Even facing the bleakness of our next steps, I feel a thousand taut nerves in my body slacken. I’m not alone in this anymore. And while I wouldn’t go so far as to say that feels good, it definitely feels less bad.
“Right,” I say. Then I accidentally glance into the bathroom and my stomach churns. “Just, first, tell me … is there blood?”
Grant’s brow creases.
“You mean on him?”
I nod. Grant looks back and forth between me and the bathroom, a bemused expression dawning on his face.

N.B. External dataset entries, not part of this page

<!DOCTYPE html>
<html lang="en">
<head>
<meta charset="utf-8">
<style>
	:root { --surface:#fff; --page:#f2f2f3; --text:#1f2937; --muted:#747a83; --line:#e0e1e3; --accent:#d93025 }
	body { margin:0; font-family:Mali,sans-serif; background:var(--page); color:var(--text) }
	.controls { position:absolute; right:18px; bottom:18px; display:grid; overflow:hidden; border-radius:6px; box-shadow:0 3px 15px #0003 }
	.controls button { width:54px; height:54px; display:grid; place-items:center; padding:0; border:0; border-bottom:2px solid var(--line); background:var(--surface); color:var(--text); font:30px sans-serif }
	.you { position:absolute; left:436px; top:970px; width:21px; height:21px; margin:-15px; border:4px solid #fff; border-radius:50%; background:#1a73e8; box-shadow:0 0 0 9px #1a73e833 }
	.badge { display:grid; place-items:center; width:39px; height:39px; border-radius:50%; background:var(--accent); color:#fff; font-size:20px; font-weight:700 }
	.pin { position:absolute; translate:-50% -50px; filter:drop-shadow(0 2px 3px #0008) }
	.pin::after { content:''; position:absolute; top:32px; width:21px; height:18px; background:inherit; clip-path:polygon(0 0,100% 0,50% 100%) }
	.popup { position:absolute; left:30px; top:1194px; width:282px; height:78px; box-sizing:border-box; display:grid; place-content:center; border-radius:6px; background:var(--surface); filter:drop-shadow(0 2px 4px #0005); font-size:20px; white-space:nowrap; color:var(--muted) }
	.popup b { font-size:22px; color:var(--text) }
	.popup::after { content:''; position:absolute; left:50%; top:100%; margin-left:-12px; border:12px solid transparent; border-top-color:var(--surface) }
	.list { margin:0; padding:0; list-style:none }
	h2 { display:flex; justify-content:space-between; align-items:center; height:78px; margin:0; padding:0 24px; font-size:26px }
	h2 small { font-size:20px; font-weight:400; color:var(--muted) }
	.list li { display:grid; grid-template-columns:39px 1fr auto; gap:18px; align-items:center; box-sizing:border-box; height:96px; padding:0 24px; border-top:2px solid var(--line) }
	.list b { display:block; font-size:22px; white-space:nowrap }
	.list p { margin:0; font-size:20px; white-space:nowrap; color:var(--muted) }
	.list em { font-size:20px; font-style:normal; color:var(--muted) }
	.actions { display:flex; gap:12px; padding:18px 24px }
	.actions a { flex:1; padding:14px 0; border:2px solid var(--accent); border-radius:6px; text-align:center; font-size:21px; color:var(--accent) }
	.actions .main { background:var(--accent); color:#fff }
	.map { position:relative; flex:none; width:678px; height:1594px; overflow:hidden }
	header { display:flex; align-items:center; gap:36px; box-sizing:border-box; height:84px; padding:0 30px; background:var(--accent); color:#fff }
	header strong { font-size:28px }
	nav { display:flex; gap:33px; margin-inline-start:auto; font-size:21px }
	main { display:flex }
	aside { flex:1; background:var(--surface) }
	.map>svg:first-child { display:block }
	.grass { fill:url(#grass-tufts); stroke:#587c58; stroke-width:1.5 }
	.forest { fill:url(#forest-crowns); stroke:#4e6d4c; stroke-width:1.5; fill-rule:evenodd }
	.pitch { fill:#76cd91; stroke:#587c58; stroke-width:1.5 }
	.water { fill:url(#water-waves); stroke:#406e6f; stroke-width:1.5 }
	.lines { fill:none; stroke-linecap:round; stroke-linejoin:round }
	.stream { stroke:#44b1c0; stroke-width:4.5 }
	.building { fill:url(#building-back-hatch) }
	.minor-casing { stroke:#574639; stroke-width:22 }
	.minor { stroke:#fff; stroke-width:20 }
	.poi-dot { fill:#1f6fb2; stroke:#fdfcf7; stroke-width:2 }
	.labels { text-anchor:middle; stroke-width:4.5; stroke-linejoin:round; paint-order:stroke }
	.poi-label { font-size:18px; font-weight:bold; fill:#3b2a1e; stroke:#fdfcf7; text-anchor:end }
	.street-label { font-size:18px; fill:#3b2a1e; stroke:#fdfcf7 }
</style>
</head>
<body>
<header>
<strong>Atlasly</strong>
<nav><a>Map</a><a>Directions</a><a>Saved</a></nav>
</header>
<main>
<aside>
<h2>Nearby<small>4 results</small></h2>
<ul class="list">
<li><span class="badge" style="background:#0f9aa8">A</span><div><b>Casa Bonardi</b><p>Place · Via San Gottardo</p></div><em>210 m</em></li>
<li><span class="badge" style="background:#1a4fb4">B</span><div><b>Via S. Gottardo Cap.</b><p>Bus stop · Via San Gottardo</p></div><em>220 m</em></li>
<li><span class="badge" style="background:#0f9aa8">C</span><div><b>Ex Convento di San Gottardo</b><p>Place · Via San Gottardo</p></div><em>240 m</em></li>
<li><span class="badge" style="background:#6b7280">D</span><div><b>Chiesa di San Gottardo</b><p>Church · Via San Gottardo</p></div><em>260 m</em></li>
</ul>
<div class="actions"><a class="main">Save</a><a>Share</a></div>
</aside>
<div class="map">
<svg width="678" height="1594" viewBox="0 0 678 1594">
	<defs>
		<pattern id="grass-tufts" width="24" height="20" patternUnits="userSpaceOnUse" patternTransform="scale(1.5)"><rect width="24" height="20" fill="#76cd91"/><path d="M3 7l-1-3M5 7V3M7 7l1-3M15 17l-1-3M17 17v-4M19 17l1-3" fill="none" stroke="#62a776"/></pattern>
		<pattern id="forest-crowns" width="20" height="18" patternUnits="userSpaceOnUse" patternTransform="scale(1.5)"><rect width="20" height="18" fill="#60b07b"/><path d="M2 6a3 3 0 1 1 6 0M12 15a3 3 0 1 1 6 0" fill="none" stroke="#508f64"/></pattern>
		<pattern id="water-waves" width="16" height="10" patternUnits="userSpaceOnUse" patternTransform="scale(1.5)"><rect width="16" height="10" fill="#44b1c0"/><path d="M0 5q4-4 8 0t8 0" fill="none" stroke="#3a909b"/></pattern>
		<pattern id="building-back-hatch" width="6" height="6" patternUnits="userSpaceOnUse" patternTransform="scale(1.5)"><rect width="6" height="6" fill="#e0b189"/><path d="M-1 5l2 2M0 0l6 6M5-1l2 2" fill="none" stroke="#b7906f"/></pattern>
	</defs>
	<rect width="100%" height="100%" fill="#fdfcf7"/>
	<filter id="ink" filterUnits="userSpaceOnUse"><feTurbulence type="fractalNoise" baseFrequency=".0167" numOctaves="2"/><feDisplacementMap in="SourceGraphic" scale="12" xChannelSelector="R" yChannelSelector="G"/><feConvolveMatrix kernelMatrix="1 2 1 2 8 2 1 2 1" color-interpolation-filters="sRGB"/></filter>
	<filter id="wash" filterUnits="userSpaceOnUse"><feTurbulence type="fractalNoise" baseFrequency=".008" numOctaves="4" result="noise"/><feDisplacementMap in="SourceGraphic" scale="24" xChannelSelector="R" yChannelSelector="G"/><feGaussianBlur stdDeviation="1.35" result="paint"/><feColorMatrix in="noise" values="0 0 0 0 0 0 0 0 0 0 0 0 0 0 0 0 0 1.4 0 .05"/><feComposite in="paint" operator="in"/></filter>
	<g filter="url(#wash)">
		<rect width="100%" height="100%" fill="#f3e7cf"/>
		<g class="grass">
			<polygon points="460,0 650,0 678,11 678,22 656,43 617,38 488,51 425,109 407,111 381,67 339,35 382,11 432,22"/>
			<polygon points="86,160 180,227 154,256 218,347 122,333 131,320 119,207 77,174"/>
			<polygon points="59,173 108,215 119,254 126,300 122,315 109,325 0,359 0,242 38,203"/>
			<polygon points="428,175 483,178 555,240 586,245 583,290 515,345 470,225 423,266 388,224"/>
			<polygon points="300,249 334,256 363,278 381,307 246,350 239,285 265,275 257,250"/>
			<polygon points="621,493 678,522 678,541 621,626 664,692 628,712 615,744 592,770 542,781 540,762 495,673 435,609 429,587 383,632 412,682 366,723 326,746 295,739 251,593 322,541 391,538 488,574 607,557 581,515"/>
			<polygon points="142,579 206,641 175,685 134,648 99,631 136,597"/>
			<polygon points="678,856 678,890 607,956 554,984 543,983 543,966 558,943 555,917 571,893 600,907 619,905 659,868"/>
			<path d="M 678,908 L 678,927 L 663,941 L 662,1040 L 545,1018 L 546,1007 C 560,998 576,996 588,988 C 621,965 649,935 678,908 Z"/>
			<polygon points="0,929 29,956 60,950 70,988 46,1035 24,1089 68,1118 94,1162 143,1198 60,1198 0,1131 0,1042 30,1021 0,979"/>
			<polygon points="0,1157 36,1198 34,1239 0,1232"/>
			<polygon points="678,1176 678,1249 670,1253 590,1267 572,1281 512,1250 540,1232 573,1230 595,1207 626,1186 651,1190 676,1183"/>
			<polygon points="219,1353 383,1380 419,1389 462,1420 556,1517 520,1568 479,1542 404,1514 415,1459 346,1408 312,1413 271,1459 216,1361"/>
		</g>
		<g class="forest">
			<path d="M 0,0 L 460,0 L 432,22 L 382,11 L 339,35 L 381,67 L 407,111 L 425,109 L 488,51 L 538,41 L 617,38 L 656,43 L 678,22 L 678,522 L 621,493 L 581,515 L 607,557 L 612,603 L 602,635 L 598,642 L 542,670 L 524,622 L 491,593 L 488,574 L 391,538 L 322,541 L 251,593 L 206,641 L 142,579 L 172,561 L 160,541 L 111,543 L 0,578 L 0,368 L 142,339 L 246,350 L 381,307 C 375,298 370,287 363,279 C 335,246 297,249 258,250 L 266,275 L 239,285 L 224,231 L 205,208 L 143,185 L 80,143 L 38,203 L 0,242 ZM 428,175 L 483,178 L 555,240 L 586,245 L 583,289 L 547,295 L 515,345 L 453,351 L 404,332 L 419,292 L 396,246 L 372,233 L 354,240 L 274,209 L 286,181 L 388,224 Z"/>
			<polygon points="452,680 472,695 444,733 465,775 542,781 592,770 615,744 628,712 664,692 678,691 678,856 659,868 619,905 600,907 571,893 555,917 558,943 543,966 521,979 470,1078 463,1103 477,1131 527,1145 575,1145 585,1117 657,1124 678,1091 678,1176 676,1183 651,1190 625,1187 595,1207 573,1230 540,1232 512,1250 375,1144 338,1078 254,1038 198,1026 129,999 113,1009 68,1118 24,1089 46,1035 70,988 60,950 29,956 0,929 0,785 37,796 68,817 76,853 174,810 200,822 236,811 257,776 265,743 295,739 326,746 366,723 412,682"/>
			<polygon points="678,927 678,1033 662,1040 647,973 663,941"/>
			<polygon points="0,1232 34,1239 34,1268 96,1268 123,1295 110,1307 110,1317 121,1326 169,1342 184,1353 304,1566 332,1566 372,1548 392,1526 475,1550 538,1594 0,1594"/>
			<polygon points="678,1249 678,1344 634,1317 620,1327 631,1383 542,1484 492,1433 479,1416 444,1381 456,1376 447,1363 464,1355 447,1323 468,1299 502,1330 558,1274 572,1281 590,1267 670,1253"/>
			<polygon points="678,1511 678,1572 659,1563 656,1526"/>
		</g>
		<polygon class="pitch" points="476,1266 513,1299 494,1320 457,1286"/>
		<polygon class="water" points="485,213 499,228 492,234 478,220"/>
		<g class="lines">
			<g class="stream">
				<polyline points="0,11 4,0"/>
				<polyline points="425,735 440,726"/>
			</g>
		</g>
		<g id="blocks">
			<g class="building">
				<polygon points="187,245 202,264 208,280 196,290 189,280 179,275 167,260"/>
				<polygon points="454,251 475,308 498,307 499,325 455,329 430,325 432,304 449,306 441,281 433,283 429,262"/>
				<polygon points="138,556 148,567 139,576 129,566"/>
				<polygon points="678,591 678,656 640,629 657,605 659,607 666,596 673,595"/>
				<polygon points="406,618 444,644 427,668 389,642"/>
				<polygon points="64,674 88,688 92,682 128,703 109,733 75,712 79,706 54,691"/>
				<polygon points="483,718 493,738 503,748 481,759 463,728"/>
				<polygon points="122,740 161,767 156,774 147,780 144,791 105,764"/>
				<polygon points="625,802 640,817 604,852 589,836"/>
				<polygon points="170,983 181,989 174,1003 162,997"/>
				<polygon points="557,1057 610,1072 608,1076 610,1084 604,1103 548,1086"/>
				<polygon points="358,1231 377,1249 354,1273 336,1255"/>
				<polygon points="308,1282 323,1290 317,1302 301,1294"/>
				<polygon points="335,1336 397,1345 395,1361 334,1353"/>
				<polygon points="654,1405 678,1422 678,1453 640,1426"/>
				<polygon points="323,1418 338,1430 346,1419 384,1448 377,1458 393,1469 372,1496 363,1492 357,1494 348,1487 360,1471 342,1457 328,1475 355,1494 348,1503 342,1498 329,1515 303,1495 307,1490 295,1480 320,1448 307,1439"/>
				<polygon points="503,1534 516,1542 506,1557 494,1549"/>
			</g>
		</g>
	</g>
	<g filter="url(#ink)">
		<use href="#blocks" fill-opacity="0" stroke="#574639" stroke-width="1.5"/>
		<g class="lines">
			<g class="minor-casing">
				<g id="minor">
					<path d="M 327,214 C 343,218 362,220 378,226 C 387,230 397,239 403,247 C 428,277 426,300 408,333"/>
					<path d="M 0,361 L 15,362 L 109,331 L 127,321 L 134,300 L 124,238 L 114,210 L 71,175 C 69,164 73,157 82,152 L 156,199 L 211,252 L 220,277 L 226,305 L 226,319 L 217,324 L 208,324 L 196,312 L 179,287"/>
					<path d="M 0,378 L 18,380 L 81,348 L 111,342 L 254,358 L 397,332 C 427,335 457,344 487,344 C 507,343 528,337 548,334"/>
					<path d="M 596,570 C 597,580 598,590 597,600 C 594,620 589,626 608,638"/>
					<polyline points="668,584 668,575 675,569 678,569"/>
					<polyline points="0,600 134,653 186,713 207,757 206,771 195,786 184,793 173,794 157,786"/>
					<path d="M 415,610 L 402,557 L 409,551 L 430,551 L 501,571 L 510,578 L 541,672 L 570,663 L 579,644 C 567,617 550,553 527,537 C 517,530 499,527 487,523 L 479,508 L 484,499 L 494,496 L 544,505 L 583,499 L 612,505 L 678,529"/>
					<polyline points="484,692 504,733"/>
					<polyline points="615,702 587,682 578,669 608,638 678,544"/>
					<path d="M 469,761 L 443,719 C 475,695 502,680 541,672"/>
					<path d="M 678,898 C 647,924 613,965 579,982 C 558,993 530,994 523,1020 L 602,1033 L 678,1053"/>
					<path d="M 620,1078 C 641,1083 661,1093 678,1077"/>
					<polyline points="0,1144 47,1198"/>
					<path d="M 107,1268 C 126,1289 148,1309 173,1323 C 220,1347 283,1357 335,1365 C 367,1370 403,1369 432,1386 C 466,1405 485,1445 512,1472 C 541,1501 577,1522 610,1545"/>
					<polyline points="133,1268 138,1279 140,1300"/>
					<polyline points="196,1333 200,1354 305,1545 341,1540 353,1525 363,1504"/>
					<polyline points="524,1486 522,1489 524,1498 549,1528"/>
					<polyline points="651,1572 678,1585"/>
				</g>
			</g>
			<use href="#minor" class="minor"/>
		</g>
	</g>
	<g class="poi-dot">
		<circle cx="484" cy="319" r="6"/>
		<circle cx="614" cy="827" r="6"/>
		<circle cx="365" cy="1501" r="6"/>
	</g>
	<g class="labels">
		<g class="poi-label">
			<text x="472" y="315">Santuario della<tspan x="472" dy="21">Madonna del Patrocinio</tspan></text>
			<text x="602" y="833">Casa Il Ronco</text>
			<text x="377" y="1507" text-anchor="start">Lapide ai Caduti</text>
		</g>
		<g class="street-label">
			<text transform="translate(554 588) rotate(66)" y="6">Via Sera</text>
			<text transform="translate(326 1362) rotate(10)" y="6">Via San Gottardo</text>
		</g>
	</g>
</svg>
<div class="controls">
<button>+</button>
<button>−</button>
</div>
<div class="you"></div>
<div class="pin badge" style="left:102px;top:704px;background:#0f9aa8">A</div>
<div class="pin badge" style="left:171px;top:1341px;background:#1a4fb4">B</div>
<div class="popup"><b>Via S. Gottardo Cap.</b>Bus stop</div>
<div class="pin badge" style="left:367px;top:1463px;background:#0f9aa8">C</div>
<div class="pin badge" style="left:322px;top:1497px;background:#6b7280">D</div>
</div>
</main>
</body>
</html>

“Uh, yeah. I hit him in the head with a cast-iron pan. There is definitely blood.”
I press my fingers over my mouth to keep from retching. I close my eyes and breathe deep through my nose. Inhale. Exhale. Do not think about a dead man’s bashed-in head leaking sticky crimson fluid all over your best friend’s bathroom floor.
Oh, goddammit.
“You’re kidding,” Grant scoffs. I open my eyes in a glare. “You’re afraid of blood?”
“I am not afraid,” I snap. “I just … don’t do blood. It’s a very common aversion. It has nothing to do with fear.”
He scrapes a hand through his hair, leaning back against the beadboard paneling.
“Well, this is going to be interesting.” After a minute, he takes a bracing breath and sits forward.
“Okay. I’ll handle the cleanup if you go look for a tarp and supplies.
But you have to help me carry him out of here. ”
“Deal,” I say, eagerly turning for the stairs.
“And think about where we can put him,” Grant calls after me.
I stop and look over my shoulder, careful not to let Jack into my periphery.
“Did he strike you as the kind of guy who would like to be buried at sea?”
Grant pauses. “… No?”
A vengeful grin pulls at my mouth.
“Good.”
· · ·
THE SCENE SCREAMS Anna Matthews: the rowboat on the lapping waves, the hush of the world just before daybreak, the last moonbeams dancing on the water. Except that the rowboat contains me, the man who tried to kill me, and the man who killed him. That just screams Anna Matthews having a stroke.
When the house is a shadowy blip behind us, Grant pulls up the oars and I help him lift the tarped bundle that used to be Jack.
We struggle to hoist it to the edge of the boat, weighed down as it is with all the biggest stones we could find from the beach.
When we finally push it overboard, it sinks beneath the waves with an unsatisfying splash.